NEW YORK CITY—According to a new study by NYU and Capital One on rent affordability trends from 2000 to 2012, the rent really is too damn high. More than one million households in New York City are “rent-burdened”—meaning they are paying 30% or more of household income on rent, and nearly 600,000 of those households are severely rent-burdened, or paying more than 50% of their income on rent—according to the newly released “NYU Furman Center/Capital One Affordable Rental Housing Landscape.”
Since 2000, the percentage of renters paying large shares of their income on rents has grown.

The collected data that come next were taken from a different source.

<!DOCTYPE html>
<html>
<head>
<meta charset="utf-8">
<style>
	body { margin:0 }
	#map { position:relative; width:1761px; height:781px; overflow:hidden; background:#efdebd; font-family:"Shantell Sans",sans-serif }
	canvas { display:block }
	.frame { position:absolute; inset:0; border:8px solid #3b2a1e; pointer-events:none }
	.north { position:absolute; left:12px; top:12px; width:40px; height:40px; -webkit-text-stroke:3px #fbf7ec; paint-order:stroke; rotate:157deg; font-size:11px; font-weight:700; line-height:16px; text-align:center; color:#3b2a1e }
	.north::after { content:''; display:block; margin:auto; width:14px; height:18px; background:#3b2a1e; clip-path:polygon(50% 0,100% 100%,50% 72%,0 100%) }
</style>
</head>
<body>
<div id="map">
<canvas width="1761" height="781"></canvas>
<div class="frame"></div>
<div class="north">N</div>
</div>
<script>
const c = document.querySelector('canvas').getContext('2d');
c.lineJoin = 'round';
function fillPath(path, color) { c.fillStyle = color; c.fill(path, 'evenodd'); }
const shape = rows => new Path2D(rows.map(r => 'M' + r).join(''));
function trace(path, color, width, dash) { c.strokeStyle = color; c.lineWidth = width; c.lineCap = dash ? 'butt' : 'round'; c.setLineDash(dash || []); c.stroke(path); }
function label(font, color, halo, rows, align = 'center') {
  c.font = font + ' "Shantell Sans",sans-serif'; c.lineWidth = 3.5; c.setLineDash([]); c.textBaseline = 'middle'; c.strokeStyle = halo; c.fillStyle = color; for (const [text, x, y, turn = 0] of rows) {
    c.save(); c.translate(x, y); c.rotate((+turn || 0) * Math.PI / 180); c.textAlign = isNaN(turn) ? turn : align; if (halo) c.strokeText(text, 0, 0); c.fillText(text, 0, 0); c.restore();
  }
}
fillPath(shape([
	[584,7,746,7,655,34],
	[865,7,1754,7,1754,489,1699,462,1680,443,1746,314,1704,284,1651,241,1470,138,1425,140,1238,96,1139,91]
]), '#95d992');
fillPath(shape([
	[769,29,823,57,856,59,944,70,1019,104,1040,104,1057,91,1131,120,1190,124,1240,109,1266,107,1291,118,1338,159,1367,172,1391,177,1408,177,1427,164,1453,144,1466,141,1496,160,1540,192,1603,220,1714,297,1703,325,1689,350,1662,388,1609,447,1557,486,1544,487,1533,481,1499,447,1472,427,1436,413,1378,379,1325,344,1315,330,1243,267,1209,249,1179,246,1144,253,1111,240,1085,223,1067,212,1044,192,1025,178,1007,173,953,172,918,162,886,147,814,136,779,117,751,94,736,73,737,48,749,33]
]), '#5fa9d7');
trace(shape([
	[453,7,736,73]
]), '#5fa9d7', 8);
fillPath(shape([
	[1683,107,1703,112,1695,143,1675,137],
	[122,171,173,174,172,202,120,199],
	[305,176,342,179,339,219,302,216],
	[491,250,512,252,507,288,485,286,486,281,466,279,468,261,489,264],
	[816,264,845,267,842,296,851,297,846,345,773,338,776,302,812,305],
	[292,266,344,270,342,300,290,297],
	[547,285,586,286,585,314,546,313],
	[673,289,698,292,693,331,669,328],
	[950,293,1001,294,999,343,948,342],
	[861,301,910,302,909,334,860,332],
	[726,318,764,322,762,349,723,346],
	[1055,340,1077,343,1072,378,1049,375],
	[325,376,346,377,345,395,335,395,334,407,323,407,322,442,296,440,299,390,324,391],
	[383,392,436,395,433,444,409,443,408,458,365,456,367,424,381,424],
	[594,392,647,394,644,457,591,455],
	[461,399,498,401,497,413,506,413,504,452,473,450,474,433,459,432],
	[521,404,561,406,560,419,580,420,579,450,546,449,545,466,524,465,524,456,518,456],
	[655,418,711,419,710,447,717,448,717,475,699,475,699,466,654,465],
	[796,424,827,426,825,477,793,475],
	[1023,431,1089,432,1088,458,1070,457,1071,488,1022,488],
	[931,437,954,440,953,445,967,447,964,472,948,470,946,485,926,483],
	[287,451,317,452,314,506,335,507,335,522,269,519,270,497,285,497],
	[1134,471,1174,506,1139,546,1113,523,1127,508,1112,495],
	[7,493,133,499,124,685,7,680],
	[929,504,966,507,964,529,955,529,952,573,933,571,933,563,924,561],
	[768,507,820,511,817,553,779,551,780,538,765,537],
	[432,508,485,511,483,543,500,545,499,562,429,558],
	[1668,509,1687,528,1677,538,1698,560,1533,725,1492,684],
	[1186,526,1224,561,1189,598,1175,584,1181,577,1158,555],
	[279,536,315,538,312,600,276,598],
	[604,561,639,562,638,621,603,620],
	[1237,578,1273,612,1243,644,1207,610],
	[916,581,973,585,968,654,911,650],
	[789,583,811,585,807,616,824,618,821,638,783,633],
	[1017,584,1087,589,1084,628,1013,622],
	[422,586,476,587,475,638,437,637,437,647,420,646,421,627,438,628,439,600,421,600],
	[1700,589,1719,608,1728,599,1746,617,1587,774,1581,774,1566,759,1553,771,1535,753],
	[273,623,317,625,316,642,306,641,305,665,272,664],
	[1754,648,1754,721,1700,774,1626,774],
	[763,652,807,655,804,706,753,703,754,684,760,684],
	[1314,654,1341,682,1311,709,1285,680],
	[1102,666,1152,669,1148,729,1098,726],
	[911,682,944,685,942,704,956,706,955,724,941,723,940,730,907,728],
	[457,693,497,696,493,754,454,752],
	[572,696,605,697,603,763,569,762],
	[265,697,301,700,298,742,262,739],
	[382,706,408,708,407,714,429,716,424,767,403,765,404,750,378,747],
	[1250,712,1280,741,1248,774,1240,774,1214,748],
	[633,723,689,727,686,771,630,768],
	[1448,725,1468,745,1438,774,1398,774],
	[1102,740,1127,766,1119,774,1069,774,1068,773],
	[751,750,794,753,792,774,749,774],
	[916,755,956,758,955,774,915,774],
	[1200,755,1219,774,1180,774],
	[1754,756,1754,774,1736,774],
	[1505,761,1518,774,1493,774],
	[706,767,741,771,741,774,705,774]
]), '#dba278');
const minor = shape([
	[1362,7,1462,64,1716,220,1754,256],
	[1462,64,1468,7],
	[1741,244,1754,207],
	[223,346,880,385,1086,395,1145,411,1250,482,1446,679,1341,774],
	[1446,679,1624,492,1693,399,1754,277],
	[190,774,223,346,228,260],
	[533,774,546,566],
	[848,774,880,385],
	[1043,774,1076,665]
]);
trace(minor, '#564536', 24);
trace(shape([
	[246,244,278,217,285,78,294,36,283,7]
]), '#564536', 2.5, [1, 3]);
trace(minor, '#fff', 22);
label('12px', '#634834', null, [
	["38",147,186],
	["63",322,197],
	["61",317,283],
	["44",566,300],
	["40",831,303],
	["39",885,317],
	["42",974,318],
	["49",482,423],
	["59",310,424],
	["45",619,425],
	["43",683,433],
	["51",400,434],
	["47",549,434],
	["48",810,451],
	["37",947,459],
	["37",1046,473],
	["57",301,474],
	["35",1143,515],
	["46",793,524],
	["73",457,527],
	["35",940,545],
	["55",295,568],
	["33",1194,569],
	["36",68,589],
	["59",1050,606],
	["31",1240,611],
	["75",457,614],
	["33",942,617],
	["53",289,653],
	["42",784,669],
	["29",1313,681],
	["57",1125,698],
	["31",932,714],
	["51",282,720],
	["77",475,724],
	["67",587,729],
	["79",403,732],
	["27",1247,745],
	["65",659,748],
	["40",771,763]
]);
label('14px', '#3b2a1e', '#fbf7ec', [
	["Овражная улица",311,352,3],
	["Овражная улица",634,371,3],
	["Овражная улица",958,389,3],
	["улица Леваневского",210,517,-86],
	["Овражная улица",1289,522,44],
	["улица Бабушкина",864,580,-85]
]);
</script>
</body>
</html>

While median rent in New York City rose by 11% from 2005 to 2012, median household income of renters rose only 2%. By 2012, a majority of renter households were rent-burdened, and nearly a third of them were severely rent-burdened.
“The lack of affordable housing is a complex issue that is driven by multiple factors, including stagnant incomes, increasing demand for rental housing, and slow growth in the supply of affordable rental housing,” says Max Weselcouch, director of the NYU Furman Center’s Moelis Institute for Affordable Housing Policy.
According to commonly accepted housing guidelines, “affordable” rent should not exceed 30% of a household’s income. This means that a very low-income three-person household (making $37,350 a year or less in 2012 according to U.S. Department of Housing and Urban Development guidelines) should pay no more than $934 a month in rent and utilities to avoid being rent burdened. However, only 16 percent of recently available units in 2012 rented for less than $934 a month. In 2000, there was approximately one household under the very low-income threshold for every one unit of affordable housing. By 2012, there were three households under the very low-income threshold for every two rental units affordable to them.
“We know there is a great demand for, but short supply of, affordable housing. Essential members of our community, including teachers, police officers, nurses and firefighters, continue to be priced out of the city,” says Laura Bailey, managing VP, community development finance, Capital One, an affordable housing lender. “That’s why we continue to work with local housing developers to help expand access to quality, safe, affordable rental housing for more New Yorkers.
It’s worth noting that, over the course of the study, rents rose in four out of five boroughs. Manhattan experienced the greatest increase (19%) and Staten Island was the only borough to see rents fall (-3%). The median rent in Queens rose 8%; the Bronx, 10%; and Brooklyn, 12%. The increasing rents in Manhattan outpaced the city-wide increase in rent, rising nearly twice as fast as in Queens, the Bronx and Brooklyn.
From 2007-2012, the number of rent-burdened households in New York City increased by 125,000. This includes almost 90,000 households who paid half or more of their monthly income on rent in 2012. And the increase in the share of residents who are rent-burdened has been driven almost entirely by moderate- and middle-income households (among three-person households in 2012, those who earned more than $59,800 and up to $149,400 per year).
Equally troubling, of the rental housing units affordable to a very low-income three-person household in 2012, almost 30% of them were occupied by households with higher incomes.